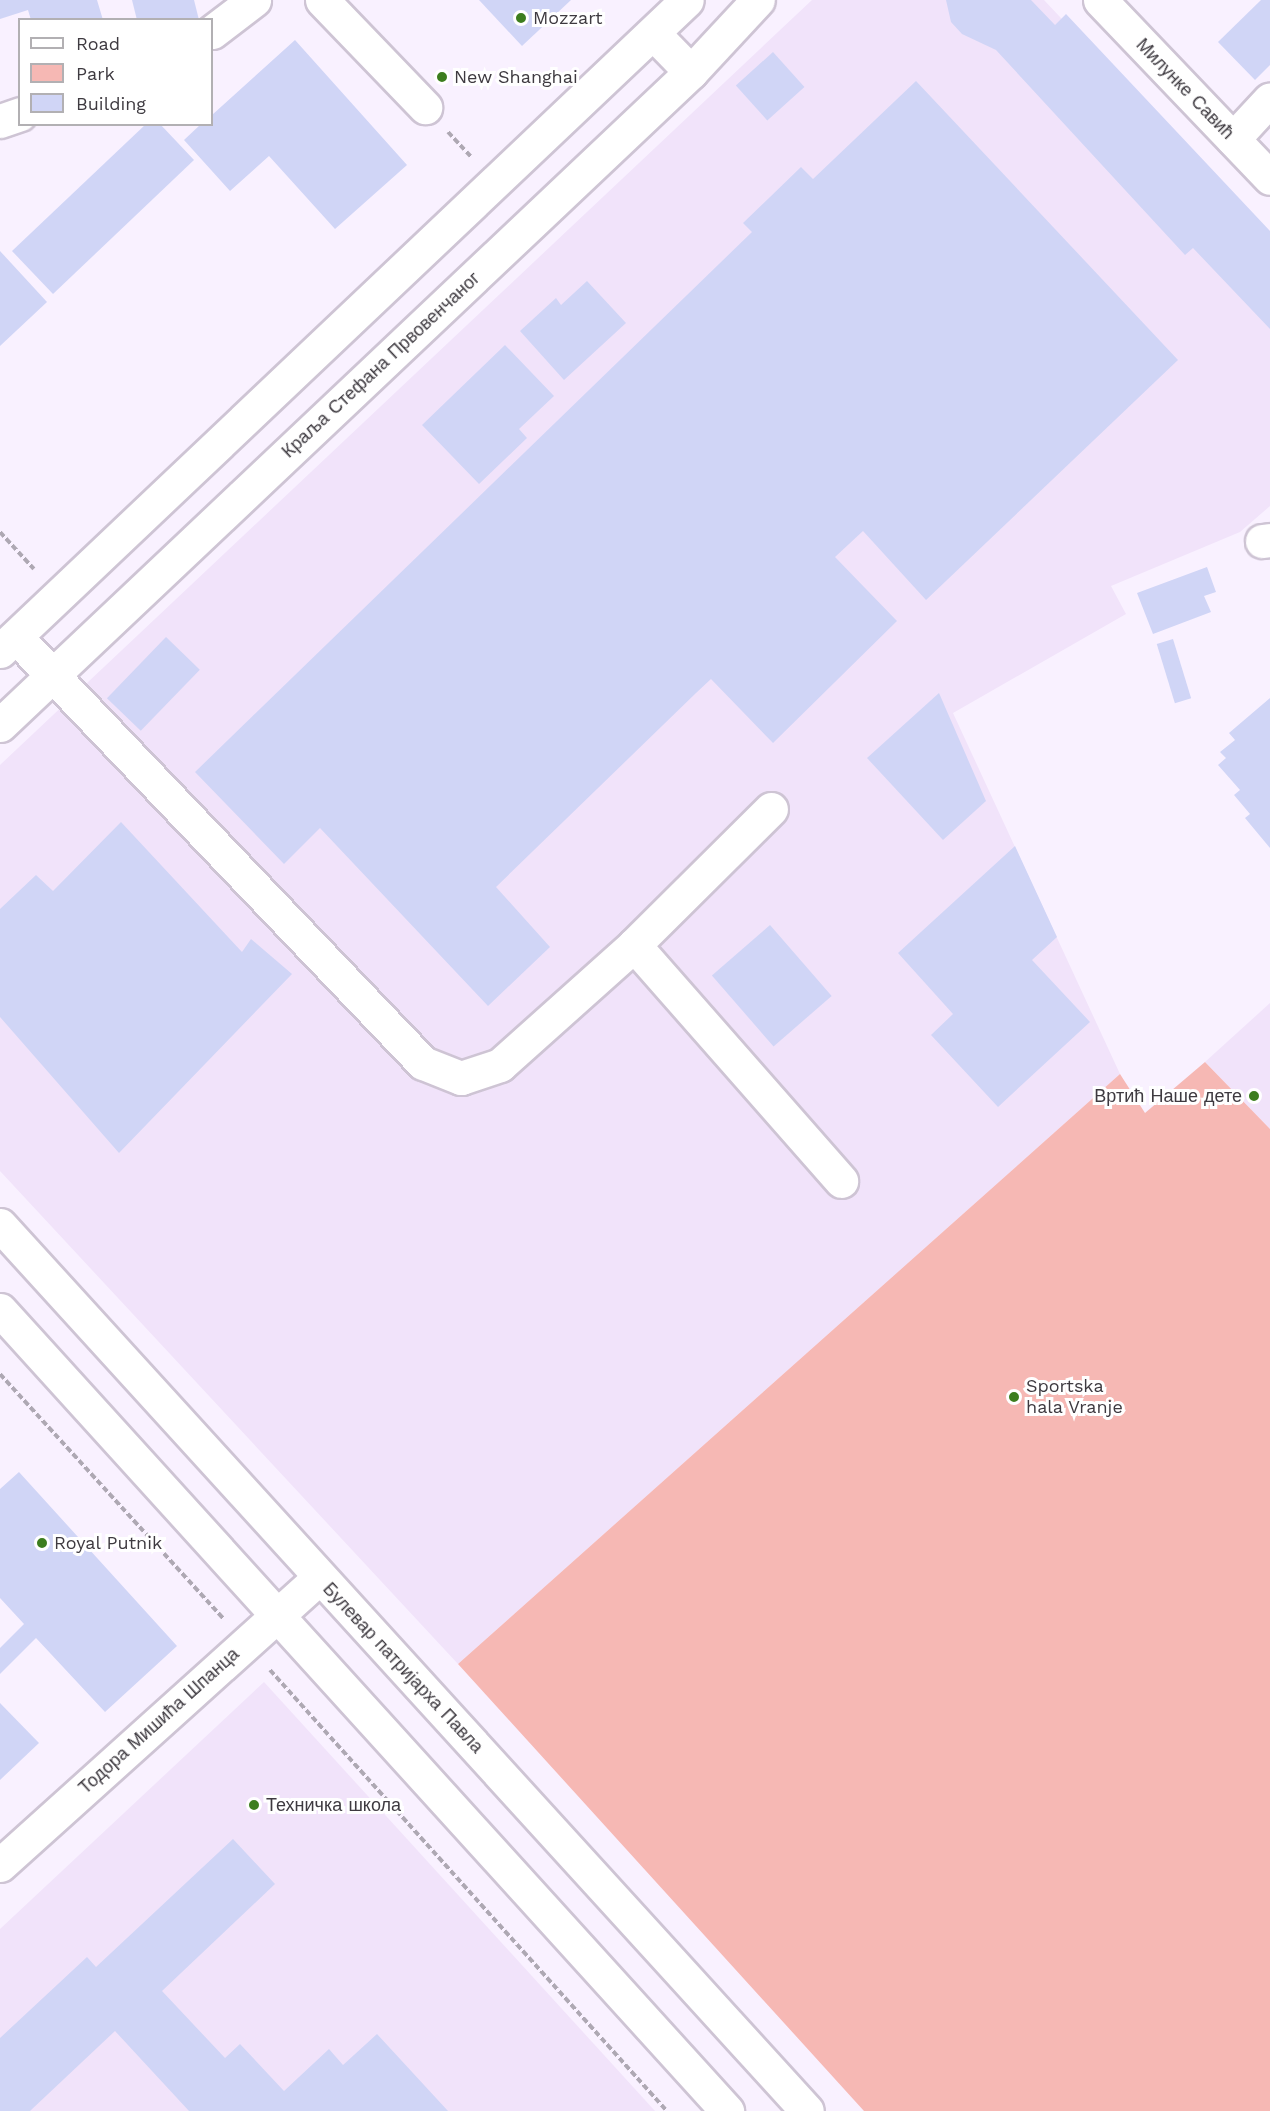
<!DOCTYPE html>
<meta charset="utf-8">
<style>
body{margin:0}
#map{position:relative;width:1270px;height:2111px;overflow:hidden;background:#f9f1ff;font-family:"Work Sans",sans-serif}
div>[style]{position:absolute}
.built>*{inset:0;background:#f1e3fa}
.green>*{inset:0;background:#f6b8b4}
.building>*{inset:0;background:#d0d5f6;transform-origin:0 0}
.path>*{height:4px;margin-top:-2px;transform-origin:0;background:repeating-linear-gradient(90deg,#aea8b3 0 6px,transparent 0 9px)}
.roads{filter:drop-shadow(2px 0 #cec4d4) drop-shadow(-2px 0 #cec4d4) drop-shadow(0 2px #cec4d4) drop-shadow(0 -2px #cec4d4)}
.minor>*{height:33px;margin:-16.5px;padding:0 16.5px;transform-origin:16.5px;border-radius:16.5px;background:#fff}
.major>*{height:33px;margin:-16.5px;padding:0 16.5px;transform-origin:16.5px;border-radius:16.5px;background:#fff}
.dots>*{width:16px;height:16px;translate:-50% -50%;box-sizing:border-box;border:3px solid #fff;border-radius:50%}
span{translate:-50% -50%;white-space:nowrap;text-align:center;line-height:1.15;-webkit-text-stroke:6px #fff;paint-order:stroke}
.poi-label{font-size:18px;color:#3e3a40}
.left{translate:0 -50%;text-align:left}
.right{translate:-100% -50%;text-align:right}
.street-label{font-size:18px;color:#3e3a40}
.legend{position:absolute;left:18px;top:18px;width:195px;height:108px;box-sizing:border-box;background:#fff;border:2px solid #b2b0b3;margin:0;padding:8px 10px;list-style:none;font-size:18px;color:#3e3a40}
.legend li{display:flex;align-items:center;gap:12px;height:30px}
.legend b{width:30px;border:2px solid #b2b0b3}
</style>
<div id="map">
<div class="built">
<div style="clip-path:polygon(812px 0,1044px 0,1270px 240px,1270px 506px,1240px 532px,1111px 586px,1126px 614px,953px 713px,1120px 1074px,458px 1664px,0 1171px,0 765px)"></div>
<div style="clip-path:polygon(1270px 1003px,1270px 1129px,1205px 1062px)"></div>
<div style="clip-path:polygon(264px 1682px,655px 2111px,0 2111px,0 1929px)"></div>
</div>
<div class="green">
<div style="clip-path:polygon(1205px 1062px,1270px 1129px,1270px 2111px,864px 2111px,458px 1664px,1120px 1074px,1145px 1113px)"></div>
</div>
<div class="building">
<div style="clip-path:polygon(0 0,97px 0,103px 20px,31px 20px,28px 10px,0 19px)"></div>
<div style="clip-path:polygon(132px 0,194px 0,199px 20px,137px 20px)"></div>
<div style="clip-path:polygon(479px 0,571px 0,522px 46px)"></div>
<div style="clip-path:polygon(946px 0,1031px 0,1055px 25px,1066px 14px,1270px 231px,1270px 329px,1193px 248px,1185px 255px,996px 50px,962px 34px,951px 22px)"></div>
<div style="clip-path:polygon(1261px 0,1270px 0,1270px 65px,1255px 80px,1218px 42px)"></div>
<div style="clip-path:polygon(295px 40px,407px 165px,335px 229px,269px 156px,230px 191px,184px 140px,201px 124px,212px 124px,212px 115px)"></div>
<div style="left:773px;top:52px;width:47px;height:50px;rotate:48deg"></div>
<div style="clip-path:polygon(916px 81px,1178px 360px,926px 600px,863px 531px,835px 557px,897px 621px,773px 743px,711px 679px,696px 693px,496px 887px,550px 947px,488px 1006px,320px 828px,284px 864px,195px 772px,752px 232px,743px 223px,801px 167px,813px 179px)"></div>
<div style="clip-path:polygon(146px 124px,160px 124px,194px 160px,53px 294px,12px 251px)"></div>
<div style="clip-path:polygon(0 251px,47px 302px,0 346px)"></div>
<div style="clip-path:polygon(587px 281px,626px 323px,564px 380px,520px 331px,556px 298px,561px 305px)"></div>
<div style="clip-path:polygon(505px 345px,554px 396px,519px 429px,527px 438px,479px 484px,422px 425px)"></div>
<div style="clip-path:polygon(1207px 567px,1216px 592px,1204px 596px,1211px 612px,1153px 634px,1137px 593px)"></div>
<div style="left:166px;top:637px;width:47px;height:85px;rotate:44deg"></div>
<div style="left:1173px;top:639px;width:62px;height:17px;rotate:73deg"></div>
<div style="clip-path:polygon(939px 693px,986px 801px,943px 840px,867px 758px)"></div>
<div style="clip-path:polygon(1270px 698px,1270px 848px,1245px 818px,1250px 814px,1234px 795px,1240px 790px,1218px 765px,1226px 758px,1220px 752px,1235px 740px,1229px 733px)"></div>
<div style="clip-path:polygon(121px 822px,242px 952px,251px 939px,292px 974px,119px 1153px,0 1017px,0 909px,36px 875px,53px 891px)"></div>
<div style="clip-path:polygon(1015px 846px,1057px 937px,1032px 960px,1090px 1022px,998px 1107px,931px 1035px,953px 1014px,898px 953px)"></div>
<div style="left:770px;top:925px;width:94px;height:77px;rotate:49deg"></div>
<div style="clip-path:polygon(19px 1472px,177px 1646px,105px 1712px,36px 1638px,0 1674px,0 1648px,24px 1624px,0 1598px,0 1489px)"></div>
<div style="clip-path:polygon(0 1703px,39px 1743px,0 1780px)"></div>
<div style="clip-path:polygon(233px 1839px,275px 1884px,162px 1991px,225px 2058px,240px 2044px,284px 2091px,329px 2049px,343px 2065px,377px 2034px,448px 2111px,189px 2111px,115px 2031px,30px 2111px,0 2111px,0 2038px,87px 1957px,96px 1967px)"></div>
</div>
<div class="path">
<div style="left:448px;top:132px;width:34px;rotate:47deg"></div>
<div style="left:0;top:532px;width:50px;rotate:47.4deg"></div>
<div style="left:0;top:1374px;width:331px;rotate:47.6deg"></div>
<div style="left:270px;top:1670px;width:593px;rotate:48.01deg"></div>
</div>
<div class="roads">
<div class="minor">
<div style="left:322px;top:0;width:149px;rotate:46.1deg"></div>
<div style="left:1100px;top:0;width:246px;rotate:46.3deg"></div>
<div style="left:212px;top:32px;width:53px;rotate:-37.3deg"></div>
<div style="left:653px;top:33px;width:54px;rotate:45.7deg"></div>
<div style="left:0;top:121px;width:21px;rotate:-19deg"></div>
<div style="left:1233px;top:139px;width:54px;rotate:-47.2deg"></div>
<div style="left:1262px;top:541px;width:8px;rotate:-7deg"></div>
<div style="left:16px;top:637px;width:589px;rotate:46.31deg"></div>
<div style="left:423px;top:1063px;width:41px;rotate:21.5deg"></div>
<div style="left:461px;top:1078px;width:41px;rotate:-18.4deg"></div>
<div style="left:500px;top:1065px;width:180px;rotate:-41.8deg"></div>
<div style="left:634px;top:945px;width:193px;rotate:-44.8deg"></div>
<div style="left:0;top:651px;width:946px;rotate:-43.46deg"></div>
<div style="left:0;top:725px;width:951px;rotate:-43.38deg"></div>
<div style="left:691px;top:72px;width:98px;rotate:-47.1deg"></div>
<div style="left:634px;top:945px;width:314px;rotate:48.7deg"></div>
<div style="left:0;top:1865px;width:429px;rotate:-42deg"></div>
</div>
<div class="major">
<div style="left:0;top:1225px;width:1198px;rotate:47.67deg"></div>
<div style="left:0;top:1310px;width:1082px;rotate:47.77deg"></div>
</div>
</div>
<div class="dots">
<div style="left:521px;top:18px;background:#3c7d1e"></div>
<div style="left:442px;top:77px;background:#3c7d1e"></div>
<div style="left:1254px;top:1096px;background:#3c7d1e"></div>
<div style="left:1014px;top:1397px;background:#3c7d1e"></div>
<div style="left:42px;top:1543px;background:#3c7d1e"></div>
<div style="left:254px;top:1805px;background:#3c7d1e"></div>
</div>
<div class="poi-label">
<span class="left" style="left:533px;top:18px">Mozzart</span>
<span class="left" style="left:454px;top:77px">New Shanghai</span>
<span class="right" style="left:1242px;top:1096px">Вртић Наше дете</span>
<span class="left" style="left:1026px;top:1397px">Sportska<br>hala Vranje</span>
<span class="left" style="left:54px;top:1543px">Royal Putnik</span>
<span class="left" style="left:266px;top:1805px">Техничка школа</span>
</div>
<div class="street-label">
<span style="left:1185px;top:89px;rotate:46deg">Милунке Савић</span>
<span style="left:381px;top:365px;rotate:-43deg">Краља Стефана Првовенчаног</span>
<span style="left:403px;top:1668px;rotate:47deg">Булевар патријарха Павла</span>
<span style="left:159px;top:1721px;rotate:-42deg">Тодора Мишића Шпанца</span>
</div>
<ul class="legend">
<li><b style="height:8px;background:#fff"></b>Road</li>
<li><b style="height:16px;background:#f6b8b4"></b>Park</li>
<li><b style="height:16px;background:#d0d5f6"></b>Building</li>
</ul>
</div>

══════════════════════════════

ABOUT THIS TASK:
Output the records above as they stand, from the first line to the line with "0 #cec4d4) drop-shadow(-2px", inclusive, and exclude the pictures.

TASK OUTPUT:
<!DOCTYPE html>
<meta charset="utf-8">
<style>
body{margin:0}
#map{position:relative;width:1270px;height:2111px;overflow:hidden;background:#f9f1ff;font-family:"Work Sans",sans-serif}
div>[style]{position:absolute}
.built>*{inset:0;background:#f1e3fa}
.green>*{inset:0;background:#f6b8b4}
.building>*{inset:0;background:#d0d5f6;transform-origin:0 0}
.path>*{height:4px;margin-top:-2px;transform-origin:0;background:repeating-linear-gradient(90deg,#aea8b3 0 6px,transparent 0 9px)}
.roads{filter:drop-shadow(2px 0 #cec4d4) drop-shadow(-2px 0 #cec4d4) drop-shadow(0 2px #cec4d4) drop-shadow(0 -2px #cec4d4)}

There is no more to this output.